- _WORK REQUEST_: Search the data below for the word "Order" and report how many lines contain it, with no added words.
RECORDS START
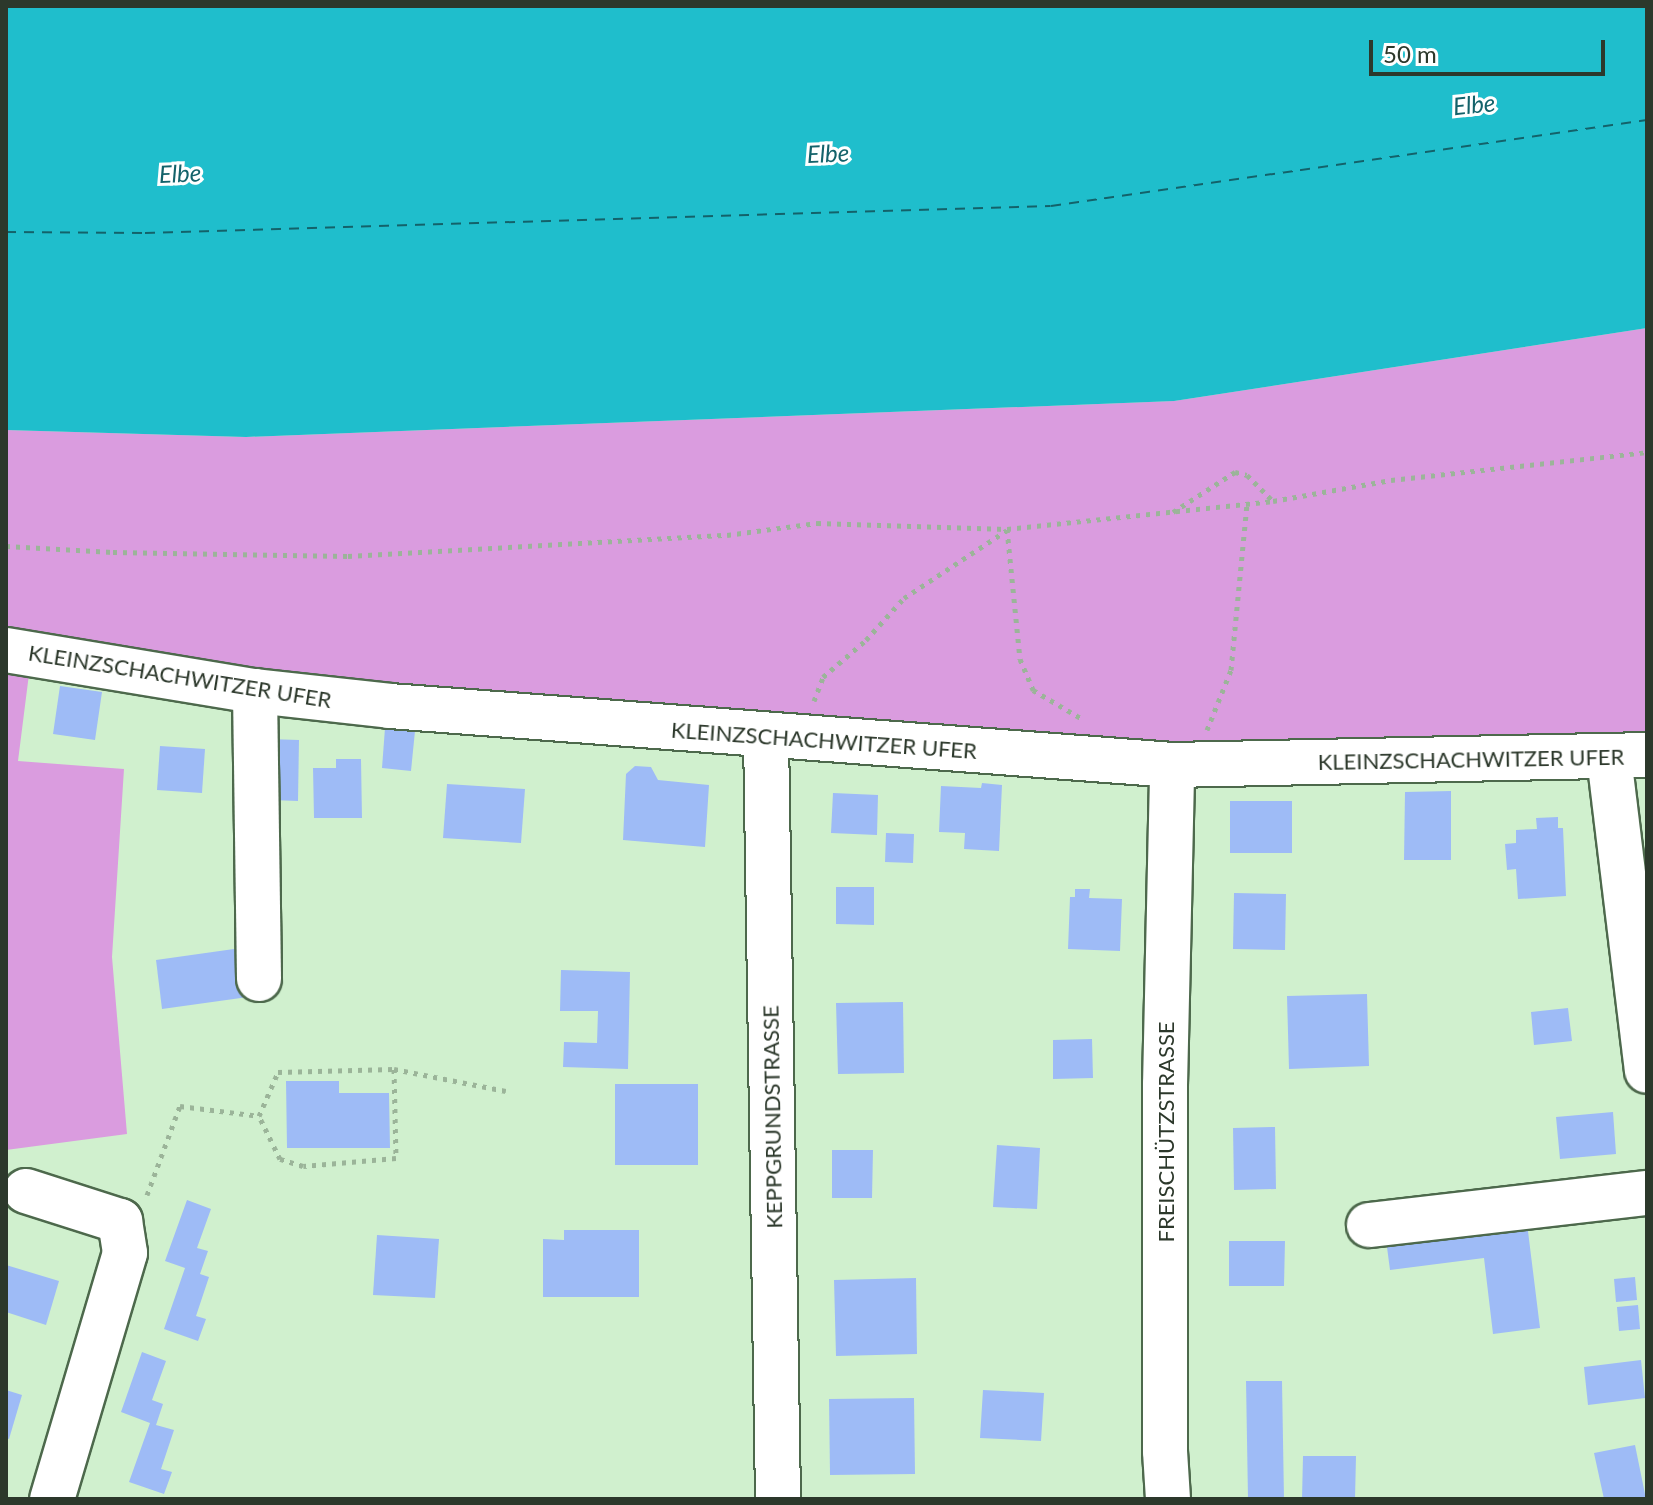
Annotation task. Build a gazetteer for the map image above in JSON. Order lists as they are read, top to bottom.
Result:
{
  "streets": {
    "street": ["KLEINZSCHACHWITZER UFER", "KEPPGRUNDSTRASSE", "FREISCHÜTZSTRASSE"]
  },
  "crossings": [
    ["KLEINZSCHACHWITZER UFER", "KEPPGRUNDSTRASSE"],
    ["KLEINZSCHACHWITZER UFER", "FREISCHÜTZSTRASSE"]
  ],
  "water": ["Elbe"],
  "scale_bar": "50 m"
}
RECORDS END
RECORDS START
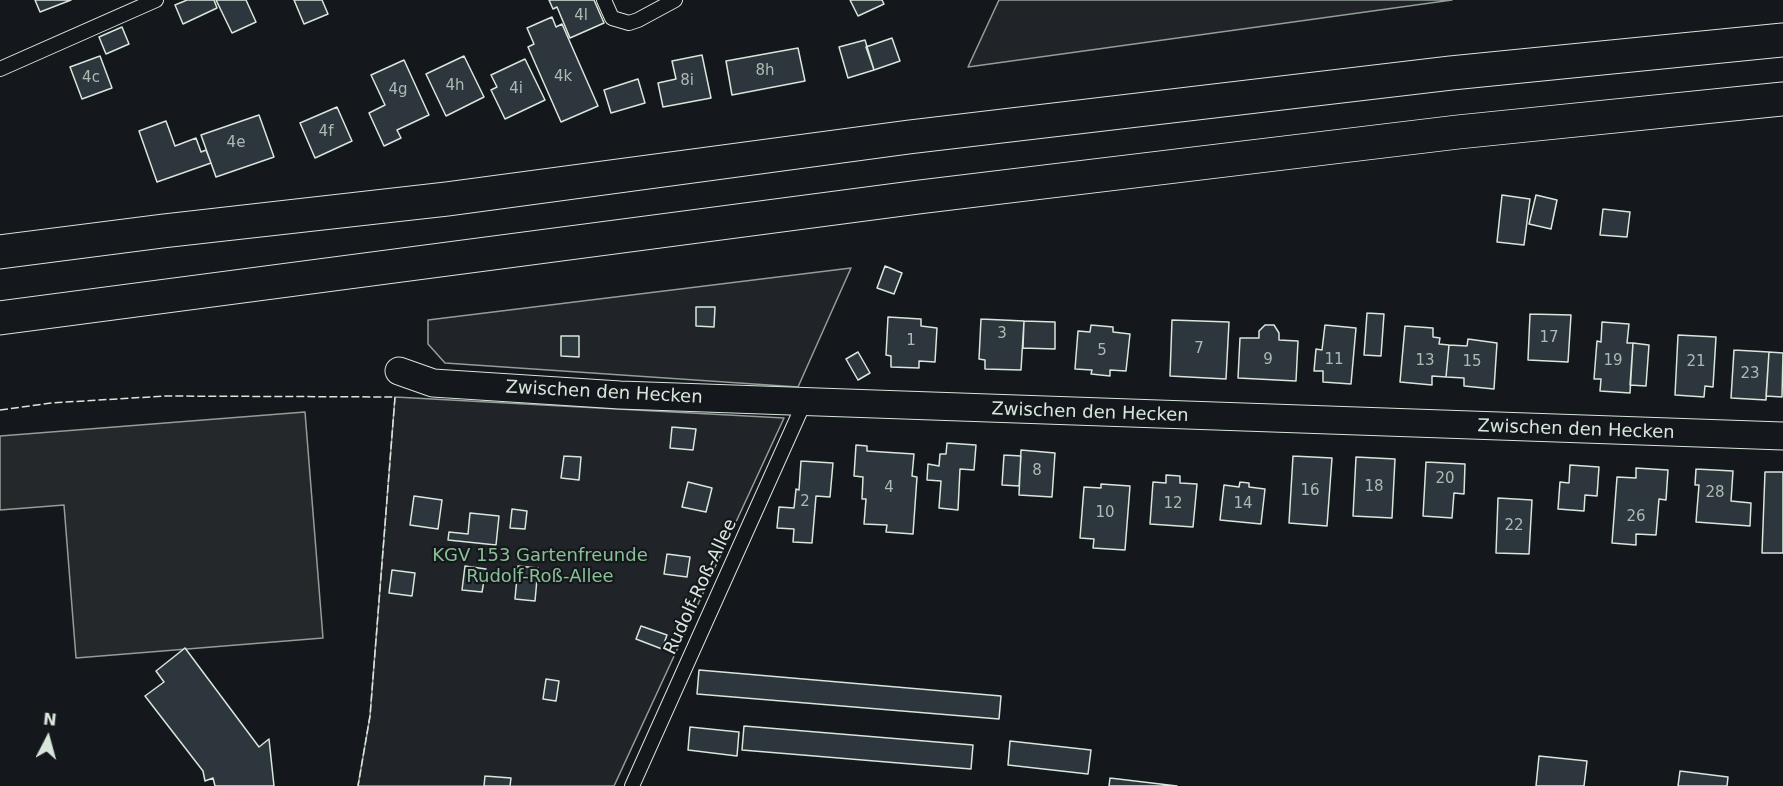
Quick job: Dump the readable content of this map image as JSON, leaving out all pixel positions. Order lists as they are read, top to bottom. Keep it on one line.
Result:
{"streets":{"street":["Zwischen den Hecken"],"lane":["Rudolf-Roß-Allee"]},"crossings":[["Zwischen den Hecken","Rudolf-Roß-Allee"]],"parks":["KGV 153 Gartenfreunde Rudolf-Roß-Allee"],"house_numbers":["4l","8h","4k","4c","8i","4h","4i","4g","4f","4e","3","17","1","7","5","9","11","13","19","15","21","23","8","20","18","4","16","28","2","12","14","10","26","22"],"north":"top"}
RECORDS END
RECORDS START
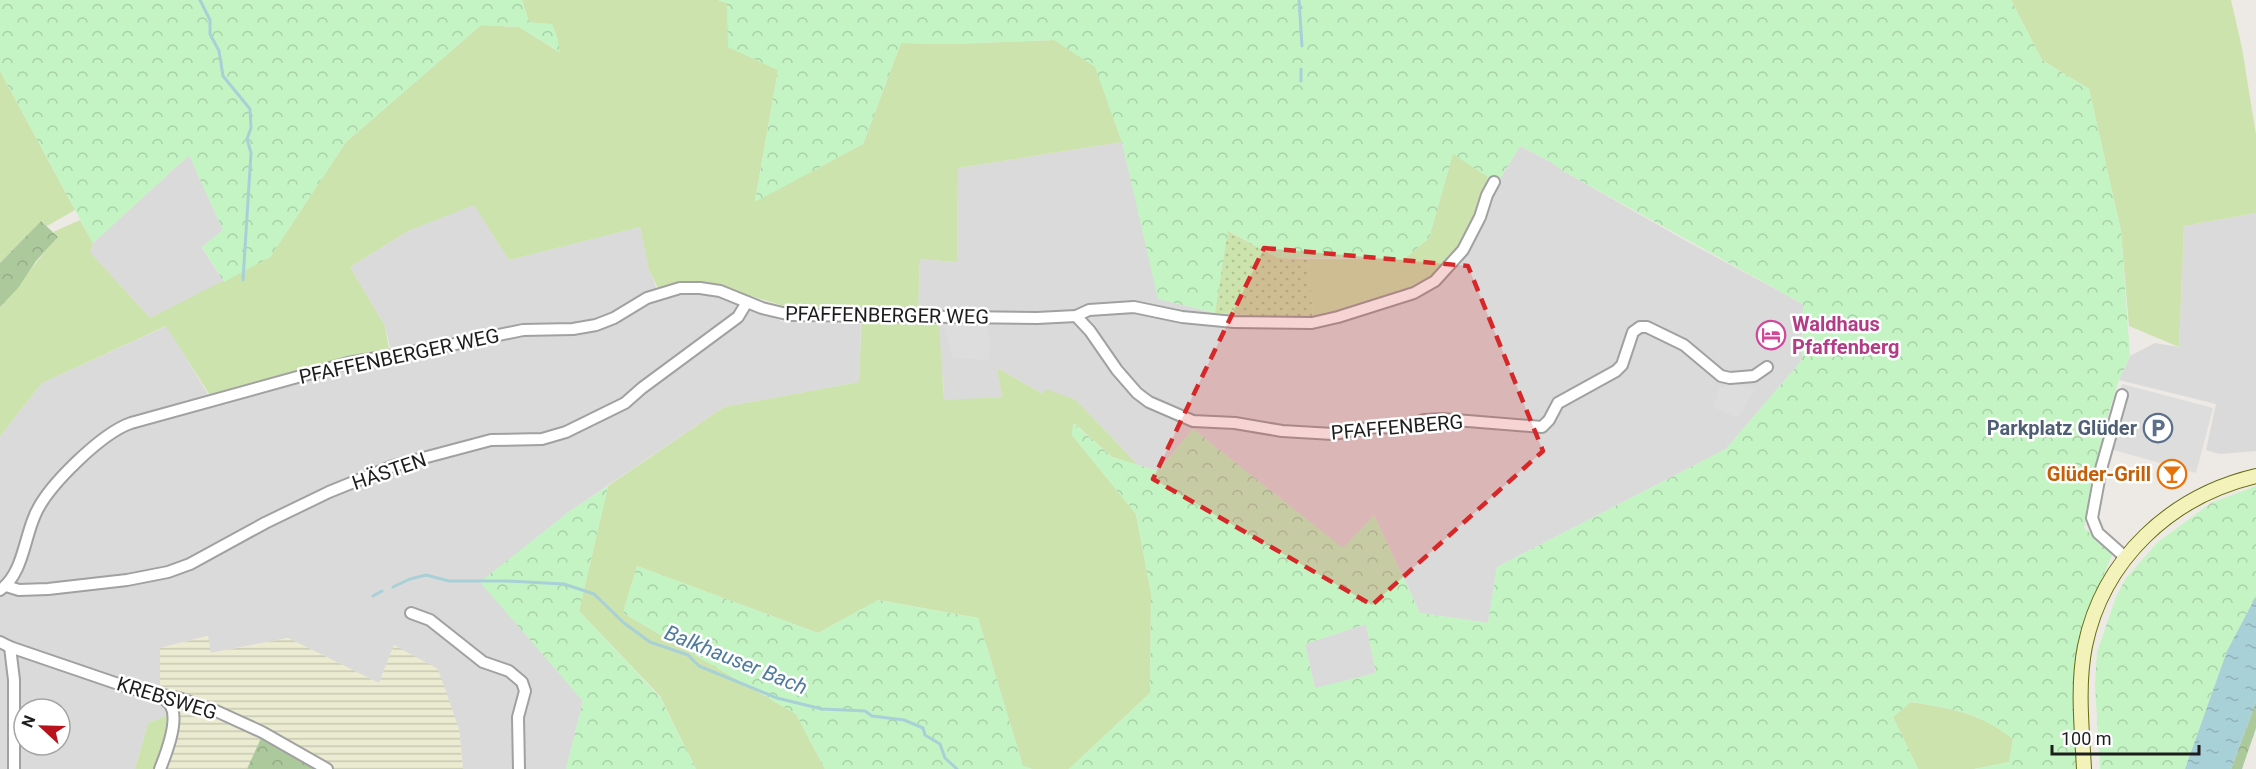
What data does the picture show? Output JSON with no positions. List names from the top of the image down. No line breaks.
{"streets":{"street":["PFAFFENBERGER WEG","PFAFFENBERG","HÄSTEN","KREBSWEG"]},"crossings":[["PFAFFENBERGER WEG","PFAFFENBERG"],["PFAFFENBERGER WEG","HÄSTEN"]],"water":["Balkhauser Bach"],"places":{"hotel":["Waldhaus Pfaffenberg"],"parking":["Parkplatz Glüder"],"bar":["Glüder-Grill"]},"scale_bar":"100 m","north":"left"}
RECORDS END
- _RESPONSE TO THIS TASK_: 2